What is a hydrosol?
A hydrosol, also known as a floral water, distillate, or hydroflorate, is water that has been imbued with the essence of the plant through a distillation process. They are similar to essential oils (in that they carry the same plant properties), but are far less concentrated, and can be made at home with simple materials. These are wonderful, healing, and uplifting herbal tools that can be used for aromatherapy, uplifting you and bringing you peace. They can also be used to soothe and coat dry tissues.
One of my favorite things about hydrosols is how they have an almost infinite shelf life. I have hydrosols that have lasted 5+ years with no degradation in their scent or healing properties. And with this easy of a process
When you craft these hydrosols, you can also attend to sacred timing (e.g. crafting them on the full moon) and can use any excess plants, flowers, or other plant matter. Hydrosols should be crafted from aromatic plants (plants that have a scent when you rub them between your fingers).
Common Plants for Hydrosols
Common plants that work really well for this are the following:
- Rose petals (make a wonderful rose water this way!)
- Any conifer that is medicinal (Eastern White Hemlock, Blue or Norway Spruce, any Pine species)
- Scented Geraniums
- St. Johns Wort
You get the idea! Any aromatic healing plants are worth a try.
I will note that you generally want to stick with only the aromatic parts of the plant, not the entire plant. Goldenrod is a good example of this: if you use the whole flowering top, Goldenrod gets a very skunky kind of smell due to the pollen. Goldenrod leaves, which are highly aromatic, are wonderful to use alone for your hydrosol.
What you’ll need:
1. You will need fresh plant material (I have not tried it with dried, and I suspect it would turn out differently with dried plants and have different qualities). Even though we’ve had some serious frosts already, my mints and lemon balms are still going strong, so I decided to work with those two plants.

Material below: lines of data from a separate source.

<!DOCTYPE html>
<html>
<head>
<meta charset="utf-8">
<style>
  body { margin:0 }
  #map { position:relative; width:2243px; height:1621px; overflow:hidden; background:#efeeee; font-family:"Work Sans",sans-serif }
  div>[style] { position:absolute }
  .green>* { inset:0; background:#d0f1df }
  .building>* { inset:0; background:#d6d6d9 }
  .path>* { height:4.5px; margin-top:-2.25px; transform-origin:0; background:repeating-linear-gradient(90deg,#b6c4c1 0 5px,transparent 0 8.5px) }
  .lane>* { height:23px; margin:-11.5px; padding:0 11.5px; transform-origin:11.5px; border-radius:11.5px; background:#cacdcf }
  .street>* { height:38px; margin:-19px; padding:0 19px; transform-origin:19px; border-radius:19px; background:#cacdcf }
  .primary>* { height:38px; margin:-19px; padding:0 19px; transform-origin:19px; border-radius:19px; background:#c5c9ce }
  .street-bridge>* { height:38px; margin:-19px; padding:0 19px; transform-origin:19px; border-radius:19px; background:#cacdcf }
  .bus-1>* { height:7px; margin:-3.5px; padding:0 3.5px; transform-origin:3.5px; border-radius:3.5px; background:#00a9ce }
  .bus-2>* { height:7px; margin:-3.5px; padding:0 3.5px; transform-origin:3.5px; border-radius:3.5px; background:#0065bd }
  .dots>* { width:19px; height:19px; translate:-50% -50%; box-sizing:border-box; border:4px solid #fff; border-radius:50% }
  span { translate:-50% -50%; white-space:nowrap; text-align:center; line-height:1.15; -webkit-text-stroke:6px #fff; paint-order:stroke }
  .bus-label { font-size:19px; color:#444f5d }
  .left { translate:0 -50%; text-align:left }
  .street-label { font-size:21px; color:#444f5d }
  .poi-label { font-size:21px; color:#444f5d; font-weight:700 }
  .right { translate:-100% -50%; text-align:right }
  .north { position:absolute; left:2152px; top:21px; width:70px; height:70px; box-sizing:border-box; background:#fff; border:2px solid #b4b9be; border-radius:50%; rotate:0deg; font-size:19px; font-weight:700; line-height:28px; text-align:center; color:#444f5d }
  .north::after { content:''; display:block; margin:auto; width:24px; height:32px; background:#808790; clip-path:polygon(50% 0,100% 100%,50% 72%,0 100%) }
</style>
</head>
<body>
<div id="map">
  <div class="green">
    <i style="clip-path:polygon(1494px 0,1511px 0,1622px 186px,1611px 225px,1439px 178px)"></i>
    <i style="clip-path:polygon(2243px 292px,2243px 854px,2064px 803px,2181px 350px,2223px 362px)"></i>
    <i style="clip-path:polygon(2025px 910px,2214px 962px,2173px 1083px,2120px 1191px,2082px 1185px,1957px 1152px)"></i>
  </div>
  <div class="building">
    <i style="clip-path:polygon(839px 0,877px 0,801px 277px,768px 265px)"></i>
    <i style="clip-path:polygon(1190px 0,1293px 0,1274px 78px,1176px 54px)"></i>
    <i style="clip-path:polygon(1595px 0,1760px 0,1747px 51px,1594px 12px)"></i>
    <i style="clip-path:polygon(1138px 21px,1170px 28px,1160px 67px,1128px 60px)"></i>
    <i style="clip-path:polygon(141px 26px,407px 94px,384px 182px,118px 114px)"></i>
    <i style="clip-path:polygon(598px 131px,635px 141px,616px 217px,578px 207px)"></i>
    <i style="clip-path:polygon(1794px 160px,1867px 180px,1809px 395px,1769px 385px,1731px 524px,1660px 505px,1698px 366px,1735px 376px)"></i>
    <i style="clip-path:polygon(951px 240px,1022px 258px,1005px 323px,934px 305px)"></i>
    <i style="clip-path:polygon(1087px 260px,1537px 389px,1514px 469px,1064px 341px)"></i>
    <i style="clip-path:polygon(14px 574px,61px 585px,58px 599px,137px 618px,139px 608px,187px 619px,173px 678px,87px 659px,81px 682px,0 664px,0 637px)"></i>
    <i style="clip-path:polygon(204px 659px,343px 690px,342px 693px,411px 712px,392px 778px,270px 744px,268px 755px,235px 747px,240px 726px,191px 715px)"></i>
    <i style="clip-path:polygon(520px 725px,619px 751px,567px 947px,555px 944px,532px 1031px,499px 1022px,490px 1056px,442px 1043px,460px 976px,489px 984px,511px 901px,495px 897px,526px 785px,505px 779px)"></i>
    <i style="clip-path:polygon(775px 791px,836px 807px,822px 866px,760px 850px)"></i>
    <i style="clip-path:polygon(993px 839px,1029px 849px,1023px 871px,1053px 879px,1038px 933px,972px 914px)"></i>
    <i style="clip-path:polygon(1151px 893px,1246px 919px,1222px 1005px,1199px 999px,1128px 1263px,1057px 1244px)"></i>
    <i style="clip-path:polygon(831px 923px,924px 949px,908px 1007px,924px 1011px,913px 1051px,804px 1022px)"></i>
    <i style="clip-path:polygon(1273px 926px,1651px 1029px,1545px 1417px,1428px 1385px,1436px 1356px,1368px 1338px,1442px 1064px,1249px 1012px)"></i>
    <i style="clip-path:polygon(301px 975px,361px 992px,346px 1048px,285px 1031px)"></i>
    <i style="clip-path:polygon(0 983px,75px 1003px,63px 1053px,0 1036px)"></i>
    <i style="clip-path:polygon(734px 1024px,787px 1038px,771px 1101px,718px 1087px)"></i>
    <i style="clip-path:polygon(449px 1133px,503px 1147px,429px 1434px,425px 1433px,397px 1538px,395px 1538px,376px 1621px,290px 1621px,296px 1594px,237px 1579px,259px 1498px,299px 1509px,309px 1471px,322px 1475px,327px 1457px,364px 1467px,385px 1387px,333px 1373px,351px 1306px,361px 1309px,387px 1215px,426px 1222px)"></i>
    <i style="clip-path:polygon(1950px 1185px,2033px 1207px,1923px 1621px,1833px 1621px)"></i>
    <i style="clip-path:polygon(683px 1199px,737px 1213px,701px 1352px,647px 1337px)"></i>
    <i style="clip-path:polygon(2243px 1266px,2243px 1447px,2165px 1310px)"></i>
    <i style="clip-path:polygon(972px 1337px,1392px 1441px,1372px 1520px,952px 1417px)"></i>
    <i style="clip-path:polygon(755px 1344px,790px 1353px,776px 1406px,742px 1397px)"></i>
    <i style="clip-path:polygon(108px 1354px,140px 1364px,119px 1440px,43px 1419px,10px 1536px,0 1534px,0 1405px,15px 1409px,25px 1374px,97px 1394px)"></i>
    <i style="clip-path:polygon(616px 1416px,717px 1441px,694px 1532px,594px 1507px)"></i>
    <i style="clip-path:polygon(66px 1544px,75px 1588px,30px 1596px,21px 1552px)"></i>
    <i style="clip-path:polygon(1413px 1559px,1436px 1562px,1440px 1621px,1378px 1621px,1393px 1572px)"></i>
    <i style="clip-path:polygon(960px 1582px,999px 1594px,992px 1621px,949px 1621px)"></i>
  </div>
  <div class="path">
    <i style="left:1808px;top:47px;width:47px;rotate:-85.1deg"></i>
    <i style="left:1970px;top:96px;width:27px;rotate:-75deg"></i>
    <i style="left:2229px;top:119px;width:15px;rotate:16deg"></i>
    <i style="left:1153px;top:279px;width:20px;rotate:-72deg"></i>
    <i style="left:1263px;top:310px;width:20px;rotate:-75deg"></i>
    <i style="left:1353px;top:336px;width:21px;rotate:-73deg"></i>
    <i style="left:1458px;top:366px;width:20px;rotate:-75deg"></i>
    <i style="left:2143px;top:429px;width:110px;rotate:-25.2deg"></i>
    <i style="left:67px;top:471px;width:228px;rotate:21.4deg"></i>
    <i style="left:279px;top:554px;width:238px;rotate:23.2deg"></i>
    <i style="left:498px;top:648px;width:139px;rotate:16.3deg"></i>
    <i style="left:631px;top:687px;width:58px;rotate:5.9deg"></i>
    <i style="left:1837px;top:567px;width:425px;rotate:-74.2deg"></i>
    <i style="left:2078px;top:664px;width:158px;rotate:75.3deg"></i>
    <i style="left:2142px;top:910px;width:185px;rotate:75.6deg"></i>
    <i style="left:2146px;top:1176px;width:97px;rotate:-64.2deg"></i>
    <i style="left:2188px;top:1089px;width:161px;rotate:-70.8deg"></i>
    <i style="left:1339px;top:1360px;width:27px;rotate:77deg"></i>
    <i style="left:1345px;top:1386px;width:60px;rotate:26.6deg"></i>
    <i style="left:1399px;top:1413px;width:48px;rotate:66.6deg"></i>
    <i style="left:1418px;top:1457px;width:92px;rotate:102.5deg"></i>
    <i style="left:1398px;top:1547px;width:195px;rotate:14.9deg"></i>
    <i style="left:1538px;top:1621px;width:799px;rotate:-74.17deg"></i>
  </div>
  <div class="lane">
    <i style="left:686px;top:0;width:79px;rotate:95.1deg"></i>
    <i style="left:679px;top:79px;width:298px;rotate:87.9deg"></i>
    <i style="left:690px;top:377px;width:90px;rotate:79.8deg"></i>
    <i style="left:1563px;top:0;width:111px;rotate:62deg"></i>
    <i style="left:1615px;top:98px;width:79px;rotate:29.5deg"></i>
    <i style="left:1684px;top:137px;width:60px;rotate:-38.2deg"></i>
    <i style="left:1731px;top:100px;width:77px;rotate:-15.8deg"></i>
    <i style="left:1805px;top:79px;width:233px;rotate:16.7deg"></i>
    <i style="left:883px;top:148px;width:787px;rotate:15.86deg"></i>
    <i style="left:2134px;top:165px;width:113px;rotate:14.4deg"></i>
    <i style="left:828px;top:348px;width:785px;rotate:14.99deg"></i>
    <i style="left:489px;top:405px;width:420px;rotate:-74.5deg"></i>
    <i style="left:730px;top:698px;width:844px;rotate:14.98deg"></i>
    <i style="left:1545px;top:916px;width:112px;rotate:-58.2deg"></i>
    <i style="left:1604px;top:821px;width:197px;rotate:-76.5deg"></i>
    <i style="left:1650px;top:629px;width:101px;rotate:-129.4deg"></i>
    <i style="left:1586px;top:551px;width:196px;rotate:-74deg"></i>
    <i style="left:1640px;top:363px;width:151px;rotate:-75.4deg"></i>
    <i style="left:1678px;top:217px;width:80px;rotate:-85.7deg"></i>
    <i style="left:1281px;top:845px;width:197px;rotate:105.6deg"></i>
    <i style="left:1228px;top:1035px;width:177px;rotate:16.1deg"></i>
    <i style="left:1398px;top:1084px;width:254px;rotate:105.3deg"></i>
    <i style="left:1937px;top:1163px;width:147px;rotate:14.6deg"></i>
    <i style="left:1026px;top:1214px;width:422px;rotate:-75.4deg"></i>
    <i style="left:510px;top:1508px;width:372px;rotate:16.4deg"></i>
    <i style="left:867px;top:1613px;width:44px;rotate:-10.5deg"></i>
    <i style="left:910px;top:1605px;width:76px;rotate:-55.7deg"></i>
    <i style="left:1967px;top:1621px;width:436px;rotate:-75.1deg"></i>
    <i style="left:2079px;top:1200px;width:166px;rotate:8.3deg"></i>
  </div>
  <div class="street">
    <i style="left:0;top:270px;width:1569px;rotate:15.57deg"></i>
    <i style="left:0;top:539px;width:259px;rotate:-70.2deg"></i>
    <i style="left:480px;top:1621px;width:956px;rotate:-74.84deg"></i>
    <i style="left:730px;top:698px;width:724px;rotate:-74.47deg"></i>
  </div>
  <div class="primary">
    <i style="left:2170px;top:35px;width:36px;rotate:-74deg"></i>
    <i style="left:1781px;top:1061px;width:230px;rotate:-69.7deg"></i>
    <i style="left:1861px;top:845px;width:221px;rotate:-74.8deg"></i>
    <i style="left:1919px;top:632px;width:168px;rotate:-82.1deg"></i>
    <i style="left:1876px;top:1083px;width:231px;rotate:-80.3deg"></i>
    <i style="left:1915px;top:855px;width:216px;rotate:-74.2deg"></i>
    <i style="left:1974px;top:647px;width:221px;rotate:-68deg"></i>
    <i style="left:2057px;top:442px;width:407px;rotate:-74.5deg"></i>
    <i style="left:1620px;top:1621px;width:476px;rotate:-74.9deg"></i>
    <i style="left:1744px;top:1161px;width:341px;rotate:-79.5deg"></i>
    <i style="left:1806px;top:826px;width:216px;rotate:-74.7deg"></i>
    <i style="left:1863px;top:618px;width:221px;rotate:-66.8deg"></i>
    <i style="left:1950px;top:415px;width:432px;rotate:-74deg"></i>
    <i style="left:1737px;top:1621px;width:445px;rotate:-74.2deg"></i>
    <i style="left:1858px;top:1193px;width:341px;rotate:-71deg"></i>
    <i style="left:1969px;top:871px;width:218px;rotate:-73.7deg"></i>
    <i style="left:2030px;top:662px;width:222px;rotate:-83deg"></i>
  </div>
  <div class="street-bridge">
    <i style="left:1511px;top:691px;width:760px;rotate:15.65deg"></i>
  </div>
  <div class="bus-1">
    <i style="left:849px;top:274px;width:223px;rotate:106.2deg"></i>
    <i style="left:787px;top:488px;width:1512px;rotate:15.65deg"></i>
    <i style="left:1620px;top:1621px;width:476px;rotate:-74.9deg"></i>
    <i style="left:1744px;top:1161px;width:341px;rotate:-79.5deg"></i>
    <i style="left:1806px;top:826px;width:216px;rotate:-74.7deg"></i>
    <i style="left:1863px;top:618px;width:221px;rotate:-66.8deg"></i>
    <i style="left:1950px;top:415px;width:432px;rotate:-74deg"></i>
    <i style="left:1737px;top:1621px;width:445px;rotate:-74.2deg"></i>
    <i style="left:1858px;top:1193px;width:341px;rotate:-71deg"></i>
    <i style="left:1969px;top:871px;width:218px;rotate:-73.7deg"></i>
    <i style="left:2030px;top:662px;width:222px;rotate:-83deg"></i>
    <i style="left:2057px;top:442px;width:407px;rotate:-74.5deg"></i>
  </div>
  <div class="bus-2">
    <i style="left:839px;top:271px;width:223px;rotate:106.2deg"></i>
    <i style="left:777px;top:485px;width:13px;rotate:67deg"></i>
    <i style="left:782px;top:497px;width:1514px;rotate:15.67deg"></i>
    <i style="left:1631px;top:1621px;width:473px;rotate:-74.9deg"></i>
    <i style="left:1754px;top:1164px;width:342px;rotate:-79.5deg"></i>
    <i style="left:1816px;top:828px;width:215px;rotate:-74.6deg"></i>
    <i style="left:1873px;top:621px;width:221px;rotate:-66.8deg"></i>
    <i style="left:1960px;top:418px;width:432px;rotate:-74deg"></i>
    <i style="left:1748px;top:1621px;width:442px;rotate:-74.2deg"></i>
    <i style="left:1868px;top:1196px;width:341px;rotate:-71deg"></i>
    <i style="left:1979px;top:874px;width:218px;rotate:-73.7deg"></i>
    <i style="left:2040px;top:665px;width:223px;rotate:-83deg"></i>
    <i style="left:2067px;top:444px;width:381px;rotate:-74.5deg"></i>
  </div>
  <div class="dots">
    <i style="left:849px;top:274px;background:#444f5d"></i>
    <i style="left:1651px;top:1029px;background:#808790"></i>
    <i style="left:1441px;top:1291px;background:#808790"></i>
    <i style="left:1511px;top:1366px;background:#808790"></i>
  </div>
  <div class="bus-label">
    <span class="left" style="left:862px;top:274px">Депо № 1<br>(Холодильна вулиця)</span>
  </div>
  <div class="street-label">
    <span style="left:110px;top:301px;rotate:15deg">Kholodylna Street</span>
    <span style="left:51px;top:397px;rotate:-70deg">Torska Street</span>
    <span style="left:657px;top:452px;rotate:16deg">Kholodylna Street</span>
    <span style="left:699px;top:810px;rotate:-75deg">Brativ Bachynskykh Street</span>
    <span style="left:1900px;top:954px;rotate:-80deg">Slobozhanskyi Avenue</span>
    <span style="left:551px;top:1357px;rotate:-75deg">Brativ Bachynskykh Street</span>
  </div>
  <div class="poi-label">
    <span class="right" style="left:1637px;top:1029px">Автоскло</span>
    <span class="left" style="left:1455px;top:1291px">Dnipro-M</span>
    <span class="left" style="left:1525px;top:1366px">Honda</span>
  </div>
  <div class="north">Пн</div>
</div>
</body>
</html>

2. You will need a glass, copper, or enamel pot (not any kind of other metal). The pot should have a lid that seals well and that is domed somehow.
3. You will need three small stones.
4. You will need a small glass bowl that fits within the pot.
5. Filtered or distilled water.
6. A small bag of ice, enough to cover most of the lid of your pot.
For my example hydrosol (peppermint), I am using rocks I found in my driveway (and scrubbed well), a bowl I purchased for $1.00 at the thrift store, and an enamel pot I purchased for $2 at the thrift store. Sure beats a $500 alembic (which is a traditional distilling piece of equipment).
The process is so simple, and depending on how much water you want, takes about 1-2 hours.
1. Clean your equipment really well. This is because you want NOTHING in the pot or bowl that isn’t your floral water.
2. Place your bowl inside your pot on the three small stones (this makes a double-boiler).
3. Wash and chop up your herbs.
4. Add the herbs to the pot, and add enough filtered/distilled water to cover the herbs (you don’t want it going up too high on the bowl).
5. Place the lid on your pot upside down and slowly bring your herbs to simmer on the stove–not too rapid of a boil. The lid is placed upside down so that as the water evaporates, it will condense and drip into the smaller bowl.
6. Once it is simmering, place a bag of ice on top of your lid.
7. The domed lid will allow the floral water to drip right into the bowl. The ice will encourage the steam to condense back to water quicker. You may find that you need to add more ice as the process goes on.
8. Check it ever so often and when you have enough water, let it cool then place into a jar. It should stay good for 6-8 months, if its like the commercial hydrosol (I will report back in 6-8 months on this!)
Other ideas and thoughts. I suspect that you can do this with just about anything from which you can derive an oil. I was thinking about trying it with organic berries and fruits from the store to experiment since all of my fresh produce is done for the year (with cabbage, kale, spinach, lettuce, and leeks being exceptions, none of which I really want as floral water). If anyone else tries this or does experiments with other kinds of materials, please let me know how it works!